## Task to complete
Print, in exact form, the lines below from the one containing "display:grid; place-items:center; width:110px;" through the one containing "position:absolute; left:30px; top:1325px;", and omit all others.

:: Provided records

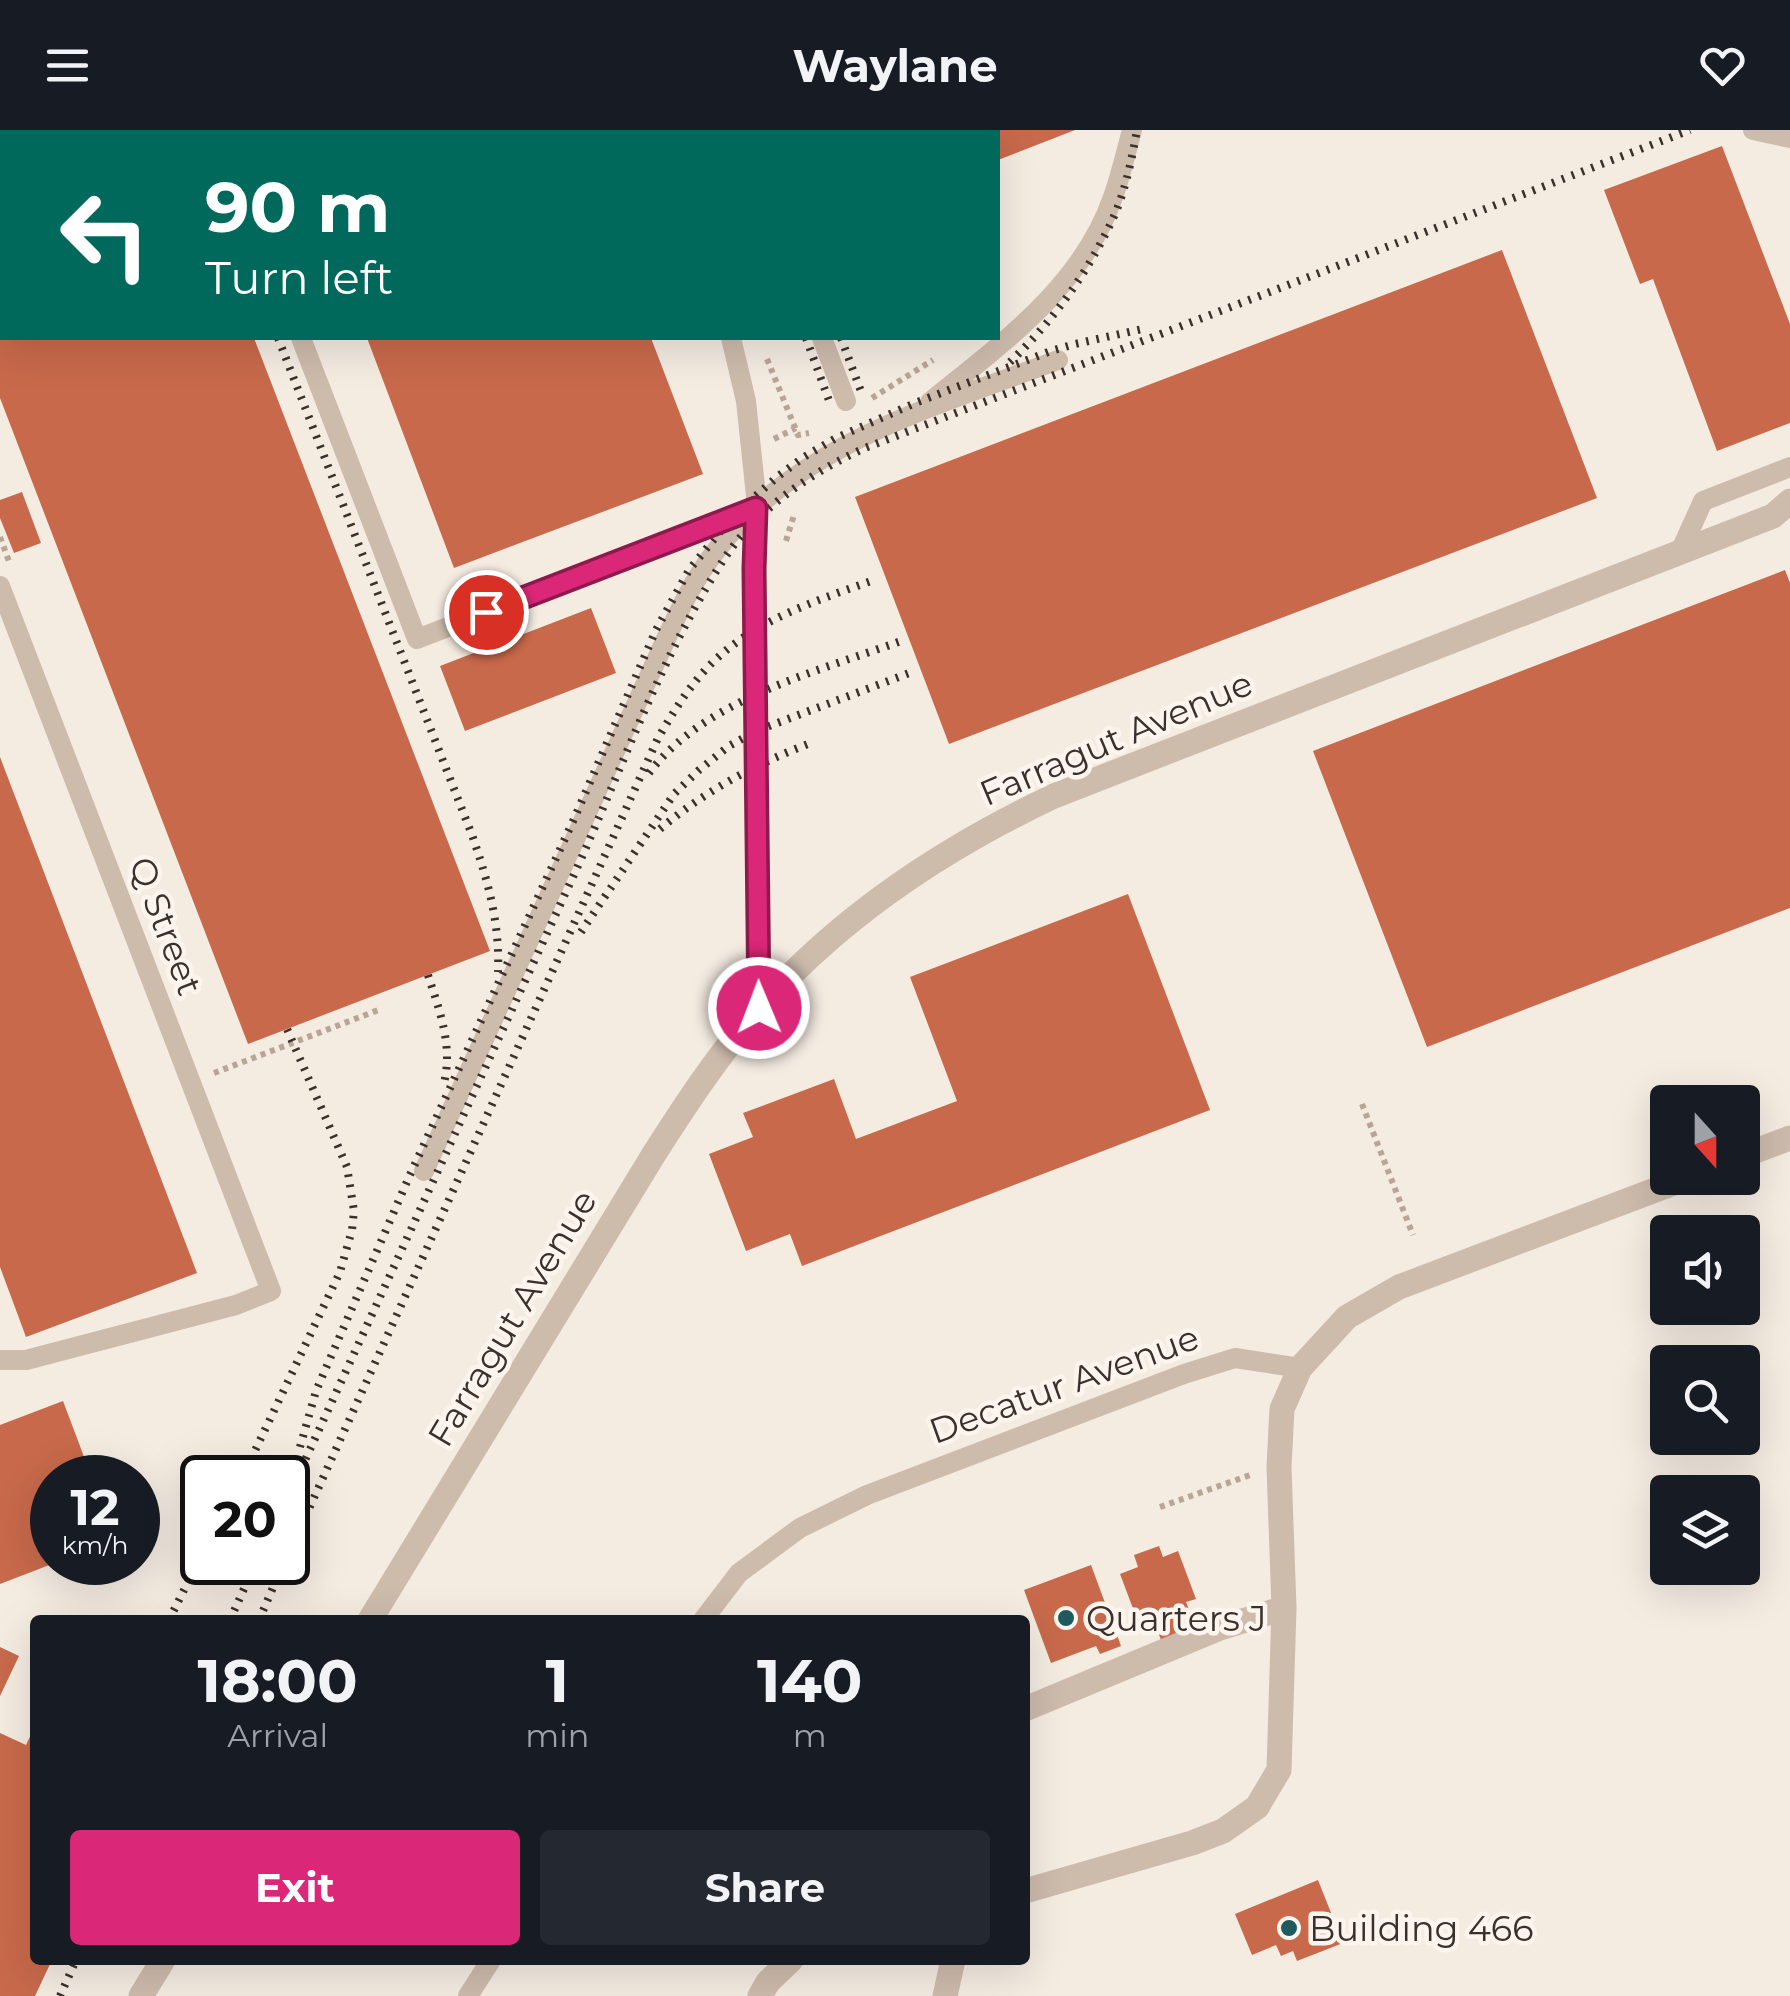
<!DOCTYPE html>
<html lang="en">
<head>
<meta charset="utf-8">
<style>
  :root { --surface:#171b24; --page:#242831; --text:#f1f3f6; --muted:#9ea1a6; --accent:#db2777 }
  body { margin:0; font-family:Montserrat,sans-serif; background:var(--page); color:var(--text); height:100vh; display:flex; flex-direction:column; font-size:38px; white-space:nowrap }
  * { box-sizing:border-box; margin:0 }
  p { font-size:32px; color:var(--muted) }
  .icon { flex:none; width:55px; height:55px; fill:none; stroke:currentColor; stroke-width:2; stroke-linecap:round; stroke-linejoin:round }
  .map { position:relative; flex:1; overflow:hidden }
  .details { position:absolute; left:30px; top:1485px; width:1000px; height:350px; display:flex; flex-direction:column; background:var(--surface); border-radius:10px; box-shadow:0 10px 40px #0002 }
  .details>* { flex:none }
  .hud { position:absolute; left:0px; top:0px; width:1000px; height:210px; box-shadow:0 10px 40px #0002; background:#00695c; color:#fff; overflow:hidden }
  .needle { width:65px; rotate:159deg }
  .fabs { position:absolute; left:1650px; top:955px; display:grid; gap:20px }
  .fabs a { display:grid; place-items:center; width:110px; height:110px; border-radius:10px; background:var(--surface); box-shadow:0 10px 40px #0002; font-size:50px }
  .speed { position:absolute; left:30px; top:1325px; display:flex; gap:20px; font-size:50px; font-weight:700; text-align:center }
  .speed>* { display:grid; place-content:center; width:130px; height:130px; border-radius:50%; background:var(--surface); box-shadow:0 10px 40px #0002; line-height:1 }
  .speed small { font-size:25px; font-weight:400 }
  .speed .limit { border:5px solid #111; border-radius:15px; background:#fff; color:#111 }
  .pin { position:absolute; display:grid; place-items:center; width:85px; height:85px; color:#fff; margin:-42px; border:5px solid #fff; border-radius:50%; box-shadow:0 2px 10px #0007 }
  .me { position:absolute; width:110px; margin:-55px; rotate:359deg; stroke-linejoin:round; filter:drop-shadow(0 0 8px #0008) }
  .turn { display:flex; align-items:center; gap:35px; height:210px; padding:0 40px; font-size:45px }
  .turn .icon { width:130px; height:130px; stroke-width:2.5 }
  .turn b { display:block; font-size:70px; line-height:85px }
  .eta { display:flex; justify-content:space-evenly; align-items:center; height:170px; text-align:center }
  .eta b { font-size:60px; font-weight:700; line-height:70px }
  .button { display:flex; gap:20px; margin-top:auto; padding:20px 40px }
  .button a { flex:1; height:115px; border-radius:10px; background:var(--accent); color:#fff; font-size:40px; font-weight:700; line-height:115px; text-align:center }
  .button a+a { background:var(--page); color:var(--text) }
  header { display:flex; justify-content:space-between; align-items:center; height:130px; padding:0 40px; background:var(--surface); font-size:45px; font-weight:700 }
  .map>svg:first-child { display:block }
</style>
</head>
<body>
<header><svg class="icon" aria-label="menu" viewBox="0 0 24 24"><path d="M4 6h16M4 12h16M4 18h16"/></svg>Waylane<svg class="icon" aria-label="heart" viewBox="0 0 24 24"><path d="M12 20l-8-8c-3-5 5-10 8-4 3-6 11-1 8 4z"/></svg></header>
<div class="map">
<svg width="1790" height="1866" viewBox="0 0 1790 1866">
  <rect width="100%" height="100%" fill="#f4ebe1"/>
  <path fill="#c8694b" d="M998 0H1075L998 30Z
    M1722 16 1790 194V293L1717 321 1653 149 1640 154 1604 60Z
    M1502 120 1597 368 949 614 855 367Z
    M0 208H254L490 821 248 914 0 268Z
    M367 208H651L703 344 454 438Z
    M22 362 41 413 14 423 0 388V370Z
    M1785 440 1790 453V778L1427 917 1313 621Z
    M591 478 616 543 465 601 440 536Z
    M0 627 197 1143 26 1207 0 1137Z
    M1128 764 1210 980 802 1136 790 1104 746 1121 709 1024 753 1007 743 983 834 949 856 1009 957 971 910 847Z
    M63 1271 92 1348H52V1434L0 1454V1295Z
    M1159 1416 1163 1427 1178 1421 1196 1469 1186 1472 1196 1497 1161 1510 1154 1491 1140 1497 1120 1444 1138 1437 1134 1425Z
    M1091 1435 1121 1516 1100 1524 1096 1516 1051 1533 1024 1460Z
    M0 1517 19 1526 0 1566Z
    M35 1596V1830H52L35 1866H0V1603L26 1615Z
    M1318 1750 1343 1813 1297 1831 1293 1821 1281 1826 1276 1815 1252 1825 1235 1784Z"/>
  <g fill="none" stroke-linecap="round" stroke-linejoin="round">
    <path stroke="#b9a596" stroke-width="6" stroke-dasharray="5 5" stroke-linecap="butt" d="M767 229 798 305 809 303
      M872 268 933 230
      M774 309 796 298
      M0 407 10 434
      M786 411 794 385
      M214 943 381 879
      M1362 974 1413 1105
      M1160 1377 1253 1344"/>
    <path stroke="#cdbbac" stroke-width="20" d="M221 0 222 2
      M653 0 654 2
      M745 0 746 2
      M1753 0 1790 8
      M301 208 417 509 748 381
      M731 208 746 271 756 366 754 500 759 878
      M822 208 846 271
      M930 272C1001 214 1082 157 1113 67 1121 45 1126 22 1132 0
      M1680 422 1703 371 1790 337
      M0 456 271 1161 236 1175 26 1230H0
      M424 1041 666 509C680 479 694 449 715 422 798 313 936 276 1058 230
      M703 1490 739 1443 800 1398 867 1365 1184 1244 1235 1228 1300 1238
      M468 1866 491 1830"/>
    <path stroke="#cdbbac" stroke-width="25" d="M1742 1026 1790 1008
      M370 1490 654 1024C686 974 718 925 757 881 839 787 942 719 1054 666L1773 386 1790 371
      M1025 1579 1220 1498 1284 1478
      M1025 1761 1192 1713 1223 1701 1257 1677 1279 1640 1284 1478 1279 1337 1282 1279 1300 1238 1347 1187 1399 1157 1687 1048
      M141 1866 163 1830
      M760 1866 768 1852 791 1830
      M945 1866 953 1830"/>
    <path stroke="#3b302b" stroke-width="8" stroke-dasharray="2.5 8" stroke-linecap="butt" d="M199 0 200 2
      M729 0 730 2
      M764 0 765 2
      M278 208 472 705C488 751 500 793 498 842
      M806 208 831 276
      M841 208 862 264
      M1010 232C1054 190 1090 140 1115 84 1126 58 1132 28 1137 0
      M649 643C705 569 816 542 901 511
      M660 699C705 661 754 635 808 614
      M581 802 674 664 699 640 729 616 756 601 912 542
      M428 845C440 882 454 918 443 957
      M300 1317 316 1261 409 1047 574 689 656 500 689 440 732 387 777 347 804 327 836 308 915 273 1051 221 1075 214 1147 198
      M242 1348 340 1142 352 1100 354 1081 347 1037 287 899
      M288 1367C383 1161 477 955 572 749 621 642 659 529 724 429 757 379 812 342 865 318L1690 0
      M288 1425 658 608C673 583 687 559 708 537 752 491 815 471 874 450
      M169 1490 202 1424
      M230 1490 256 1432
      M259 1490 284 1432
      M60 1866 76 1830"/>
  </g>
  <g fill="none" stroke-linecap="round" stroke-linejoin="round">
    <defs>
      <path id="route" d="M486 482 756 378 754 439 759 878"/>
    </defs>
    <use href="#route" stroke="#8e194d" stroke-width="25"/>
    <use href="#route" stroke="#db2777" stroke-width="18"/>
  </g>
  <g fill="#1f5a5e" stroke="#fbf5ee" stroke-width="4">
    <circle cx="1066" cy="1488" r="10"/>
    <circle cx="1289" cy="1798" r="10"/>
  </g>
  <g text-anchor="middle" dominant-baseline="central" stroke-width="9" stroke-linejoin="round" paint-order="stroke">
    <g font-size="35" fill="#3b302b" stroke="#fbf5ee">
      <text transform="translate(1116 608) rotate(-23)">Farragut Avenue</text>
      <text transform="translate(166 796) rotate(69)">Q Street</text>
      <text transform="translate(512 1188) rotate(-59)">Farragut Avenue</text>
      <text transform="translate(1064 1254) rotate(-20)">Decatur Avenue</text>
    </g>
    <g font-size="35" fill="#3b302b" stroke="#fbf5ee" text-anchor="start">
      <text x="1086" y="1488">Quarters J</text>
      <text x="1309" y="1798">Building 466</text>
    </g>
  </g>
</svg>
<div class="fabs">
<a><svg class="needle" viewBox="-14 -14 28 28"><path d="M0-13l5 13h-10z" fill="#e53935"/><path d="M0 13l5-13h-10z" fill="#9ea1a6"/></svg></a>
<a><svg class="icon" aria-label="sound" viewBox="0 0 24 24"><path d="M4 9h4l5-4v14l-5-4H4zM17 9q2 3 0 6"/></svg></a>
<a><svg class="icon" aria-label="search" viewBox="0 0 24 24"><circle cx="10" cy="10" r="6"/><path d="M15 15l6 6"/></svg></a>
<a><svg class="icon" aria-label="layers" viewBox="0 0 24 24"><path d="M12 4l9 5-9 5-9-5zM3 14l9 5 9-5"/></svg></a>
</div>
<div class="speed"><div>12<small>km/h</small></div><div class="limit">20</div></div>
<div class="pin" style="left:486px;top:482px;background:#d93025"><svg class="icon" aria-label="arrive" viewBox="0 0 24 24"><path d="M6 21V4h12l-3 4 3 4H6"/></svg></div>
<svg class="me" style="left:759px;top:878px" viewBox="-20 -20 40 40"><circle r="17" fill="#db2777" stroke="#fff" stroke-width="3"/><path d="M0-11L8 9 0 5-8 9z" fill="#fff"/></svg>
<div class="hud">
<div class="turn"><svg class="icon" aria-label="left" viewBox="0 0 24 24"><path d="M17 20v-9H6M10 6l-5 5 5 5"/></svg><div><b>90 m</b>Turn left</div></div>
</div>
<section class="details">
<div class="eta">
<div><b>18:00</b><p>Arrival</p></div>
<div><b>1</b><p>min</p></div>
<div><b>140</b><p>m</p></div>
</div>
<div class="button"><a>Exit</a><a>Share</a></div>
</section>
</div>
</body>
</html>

::::

## Problem solution
  .fabs a { display:grid; place-items:center; width:110px; height:110px; border-radius:10px; background:var(--surface); box-shadow:0 10px 40px #0002; font-size:50px }
  .speed { position:absolute; left:30px; top:1325px; display:flex; gap:20px; font-size:50px; font-weight:700; text-align:center }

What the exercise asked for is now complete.